Goal of the exercise
Each line below that contains the word "figures" is to be counted; give only the final number.

Records supplied
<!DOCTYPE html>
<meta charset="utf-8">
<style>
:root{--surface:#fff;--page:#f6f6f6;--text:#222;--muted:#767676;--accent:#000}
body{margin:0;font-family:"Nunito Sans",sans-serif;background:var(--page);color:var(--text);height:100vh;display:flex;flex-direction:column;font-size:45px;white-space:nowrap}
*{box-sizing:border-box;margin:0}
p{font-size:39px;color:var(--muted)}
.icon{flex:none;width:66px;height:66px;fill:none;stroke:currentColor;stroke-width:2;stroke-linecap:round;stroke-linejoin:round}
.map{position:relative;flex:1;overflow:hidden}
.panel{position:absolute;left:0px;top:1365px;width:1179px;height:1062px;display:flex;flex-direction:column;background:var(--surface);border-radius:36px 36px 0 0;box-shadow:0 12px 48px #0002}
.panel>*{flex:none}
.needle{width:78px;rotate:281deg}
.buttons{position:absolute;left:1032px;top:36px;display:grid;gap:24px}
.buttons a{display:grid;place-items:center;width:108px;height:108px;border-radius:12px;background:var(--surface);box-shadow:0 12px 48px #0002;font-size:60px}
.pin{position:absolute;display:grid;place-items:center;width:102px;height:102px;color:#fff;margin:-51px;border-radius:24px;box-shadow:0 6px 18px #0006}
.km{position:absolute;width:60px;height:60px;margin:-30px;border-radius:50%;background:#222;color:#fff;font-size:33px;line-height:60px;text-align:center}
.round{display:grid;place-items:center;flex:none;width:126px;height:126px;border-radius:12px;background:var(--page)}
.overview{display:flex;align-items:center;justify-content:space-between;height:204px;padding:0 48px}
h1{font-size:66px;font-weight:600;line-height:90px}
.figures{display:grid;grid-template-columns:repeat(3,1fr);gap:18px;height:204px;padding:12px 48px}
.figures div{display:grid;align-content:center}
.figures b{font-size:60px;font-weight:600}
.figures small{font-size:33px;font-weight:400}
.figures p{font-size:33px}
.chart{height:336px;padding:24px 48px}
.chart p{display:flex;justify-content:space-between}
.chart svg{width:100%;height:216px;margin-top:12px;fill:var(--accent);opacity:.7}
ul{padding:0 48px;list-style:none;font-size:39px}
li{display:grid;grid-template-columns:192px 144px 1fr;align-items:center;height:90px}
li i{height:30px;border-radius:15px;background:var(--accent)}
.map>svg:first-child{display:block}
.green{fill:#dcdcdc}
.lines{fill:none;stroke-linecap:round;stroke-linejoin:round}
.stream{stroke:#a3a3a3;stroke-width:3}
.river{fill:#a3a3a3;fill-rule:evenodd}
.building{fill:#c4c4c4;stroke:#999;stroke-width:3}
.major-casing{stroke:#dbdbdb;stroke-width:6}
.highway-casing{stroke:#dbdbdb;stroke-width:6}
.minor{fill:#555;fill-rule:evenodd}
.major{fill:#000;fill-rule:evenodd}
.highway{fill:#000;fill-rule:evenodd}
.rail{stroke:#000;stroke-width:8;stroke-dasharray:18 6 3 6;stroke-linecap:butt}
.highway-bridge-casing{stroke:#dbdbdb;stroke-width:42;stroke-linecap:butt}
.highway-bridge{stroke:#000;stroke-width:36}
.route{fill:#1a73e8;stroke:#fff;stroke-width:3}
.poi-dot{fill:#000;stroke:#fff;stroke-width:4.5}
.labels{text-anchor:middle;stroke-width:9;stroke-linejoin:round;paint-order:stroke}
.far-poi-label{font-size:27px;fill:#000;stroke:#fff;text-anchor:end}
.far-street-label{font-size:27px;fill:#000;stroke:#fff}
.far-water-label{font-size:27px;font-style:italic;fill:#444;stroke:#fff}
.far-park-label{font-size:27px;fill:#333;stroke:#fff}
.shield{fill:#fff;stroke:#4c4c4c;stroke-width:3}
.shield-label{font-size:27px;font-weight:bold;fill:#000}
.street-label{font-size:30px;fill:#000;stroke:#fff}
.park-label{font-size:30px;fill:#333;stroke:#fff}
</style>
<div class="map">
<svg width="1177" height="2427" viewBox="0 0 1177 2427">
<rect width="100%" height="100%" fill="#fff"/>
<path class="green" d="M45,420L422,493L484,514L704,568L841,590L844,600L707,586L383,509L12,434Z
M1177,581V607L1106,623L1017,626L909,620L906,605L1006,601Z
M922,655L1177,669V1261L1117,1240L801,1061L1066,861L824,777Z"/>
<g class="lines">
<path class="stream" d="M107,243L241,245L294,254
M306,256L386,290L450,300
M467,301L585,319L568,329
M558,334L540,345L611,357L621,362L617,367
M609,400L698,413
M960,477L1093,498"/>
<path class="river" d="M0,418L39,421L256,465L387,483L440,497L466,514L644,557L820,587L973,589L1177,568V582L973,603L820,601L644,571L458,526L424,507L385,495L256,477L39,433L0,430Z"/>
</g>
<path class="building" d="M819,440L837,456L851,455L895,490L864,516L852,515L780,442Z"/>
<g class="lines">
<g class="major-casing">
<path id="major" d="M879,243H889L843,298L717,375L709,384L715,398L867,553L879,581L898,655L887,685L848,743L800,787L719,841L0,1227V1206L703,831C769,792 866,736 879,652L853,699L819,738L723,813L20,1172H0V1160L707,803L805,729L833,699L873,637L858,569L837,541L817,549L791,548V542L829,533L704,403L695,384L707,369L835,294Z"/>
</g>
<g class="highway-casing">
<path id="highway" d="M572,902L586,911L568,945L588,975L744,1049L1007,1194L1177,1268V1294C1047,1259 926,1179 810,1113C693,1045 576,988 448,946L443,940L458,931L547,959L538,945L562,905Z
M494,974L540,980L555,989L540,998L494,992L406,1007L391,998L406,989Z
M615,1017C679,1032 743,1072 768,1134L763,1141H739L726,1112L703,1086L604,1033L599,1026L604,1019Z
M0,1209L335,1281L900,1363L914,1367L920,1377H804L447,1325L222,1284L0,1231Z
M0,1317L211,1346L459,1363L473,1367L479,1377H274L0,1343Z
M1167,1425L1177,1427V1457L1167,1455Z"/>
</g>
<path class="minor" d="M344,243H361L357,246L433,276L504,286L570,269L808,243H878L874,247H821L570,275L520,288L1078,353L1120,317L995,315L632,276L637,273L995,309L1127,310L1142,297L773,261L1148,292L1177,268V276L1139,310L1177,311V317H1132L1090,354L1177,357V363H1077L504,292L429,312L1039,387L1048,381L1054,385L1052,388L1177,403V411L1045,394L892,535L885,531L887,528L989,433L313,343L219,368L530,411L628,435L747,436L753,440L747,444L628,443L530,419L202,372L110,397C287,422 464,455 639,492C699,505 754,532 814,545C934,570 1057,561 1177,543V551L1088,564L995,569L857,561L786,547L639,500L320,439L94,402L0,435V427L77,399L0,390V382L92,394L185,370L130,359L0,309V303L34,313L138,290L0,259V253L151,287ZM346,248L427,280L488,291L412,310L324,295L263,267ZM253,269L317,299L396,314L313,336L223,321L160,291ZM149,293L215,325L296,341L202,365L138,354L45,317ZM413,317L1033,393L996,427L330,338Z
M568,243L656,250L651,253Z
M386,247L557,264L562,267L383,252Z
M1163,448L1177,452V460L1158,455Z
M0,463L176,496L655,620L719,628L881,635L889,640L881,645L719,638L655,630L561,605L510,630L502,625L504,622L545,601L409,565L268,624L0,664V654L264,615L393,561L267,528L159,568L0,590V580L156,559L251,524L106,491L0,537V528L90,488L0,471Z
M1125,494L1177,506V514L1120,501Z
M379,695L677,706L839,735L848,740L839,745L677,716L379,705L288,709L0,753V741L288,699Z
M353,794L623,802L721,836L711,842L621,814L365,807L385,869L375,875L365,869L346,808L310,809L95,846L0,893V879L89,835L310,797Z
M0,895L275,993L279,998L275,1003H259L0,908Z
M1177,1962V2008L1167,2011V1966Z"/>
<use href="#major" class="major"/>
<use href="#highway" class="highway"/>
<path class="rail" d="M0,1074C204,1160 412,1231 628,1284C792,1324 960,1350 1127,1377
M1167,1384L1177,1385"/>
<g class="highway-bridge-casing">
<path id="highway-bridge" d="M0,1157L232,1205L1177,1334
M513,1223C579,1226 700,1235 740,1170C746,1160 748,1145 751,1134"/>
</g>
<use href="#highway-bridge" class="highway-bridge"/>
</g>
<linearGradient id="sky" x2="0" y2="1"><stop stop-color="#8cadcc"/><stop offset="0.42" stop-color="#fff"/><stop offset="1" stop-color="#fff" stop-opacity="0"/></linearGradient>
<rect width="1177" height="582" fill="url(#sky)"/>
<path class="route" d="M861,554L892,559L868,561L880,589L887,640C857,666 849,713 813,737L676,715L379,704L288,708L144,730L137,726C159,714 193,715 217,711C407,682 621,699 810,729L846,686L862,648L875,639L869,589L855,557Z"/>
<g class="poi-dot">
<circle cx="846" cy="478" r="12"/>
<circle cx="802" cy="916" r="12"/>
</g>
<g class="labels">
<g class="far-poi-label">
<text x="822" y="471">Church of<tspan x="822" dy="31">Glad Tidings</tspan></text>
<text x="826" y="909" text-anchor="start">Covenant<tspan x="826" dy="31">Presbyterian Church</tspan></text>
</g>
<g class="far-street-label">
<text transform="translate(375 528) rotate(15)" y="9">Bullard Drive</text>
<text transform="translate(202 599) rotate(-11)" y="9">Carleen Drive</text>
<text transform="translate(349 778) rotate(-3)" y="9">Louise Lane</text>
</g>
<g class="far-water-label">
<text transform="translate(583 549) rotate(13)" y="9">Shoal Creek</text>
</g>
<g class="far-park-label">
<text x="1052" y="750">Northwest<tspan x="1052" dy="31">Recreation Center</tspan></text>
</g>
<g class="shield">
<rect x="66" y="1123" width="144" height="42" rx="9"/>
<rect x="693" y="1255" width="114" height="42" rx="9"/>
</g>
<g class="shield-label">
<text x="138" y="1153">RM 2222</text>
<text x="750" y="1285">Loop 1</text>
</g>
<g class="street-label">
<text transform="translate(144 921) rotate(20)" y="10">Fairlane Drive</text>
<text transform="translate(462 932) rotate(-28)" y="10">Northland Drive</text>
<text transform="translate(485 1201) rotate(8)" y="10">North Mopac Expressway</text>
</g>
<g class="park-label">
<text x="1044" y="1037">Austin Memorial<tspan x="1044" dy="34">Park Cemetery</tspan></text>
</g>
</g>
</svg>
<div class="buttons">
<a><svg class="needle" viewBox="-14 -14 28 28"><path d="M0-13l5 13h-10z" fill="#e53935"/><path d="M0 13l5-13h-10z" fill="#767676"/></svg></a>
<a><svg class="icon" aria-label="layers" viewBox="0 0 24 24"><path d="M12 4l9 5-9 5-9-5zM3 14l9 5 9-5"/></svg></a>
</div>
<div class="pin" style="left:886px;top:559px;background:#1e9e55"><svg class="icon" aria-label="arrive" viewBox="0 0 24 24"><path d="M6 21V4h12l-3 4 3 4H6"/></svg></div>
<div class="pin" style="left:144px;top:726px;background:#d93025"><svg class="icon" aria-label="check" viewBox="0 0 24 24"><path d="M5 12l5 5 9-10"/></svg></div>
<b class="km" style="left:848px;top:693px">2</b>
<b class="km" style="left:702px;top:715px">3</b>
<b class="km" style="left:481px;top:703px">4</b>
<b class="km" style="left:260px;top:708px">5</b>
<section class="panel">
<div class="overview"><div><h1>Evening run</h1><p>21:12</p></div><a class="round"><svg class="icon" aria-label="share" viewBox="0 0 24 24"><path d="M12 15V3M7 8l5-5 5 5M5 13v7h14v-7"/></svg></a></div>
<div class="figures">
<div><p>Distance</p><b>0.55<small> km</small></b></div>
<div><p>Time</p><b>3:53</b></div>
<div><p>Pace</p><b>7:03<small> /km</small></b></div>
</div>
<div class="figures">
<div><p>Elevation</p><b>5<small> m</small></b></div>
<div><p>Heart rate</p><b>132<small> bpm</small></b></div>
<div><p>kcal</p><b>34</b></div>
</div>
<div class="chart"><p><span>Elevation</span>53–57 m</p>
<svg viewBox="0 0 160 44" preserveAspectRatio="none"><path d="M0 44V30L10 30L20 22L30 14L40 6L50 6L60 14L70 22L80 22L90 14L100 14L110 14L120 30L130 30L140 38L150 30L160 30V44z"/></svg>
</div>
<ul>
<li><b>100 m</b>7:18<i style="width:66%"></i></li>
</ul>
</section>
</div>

Response to this task
7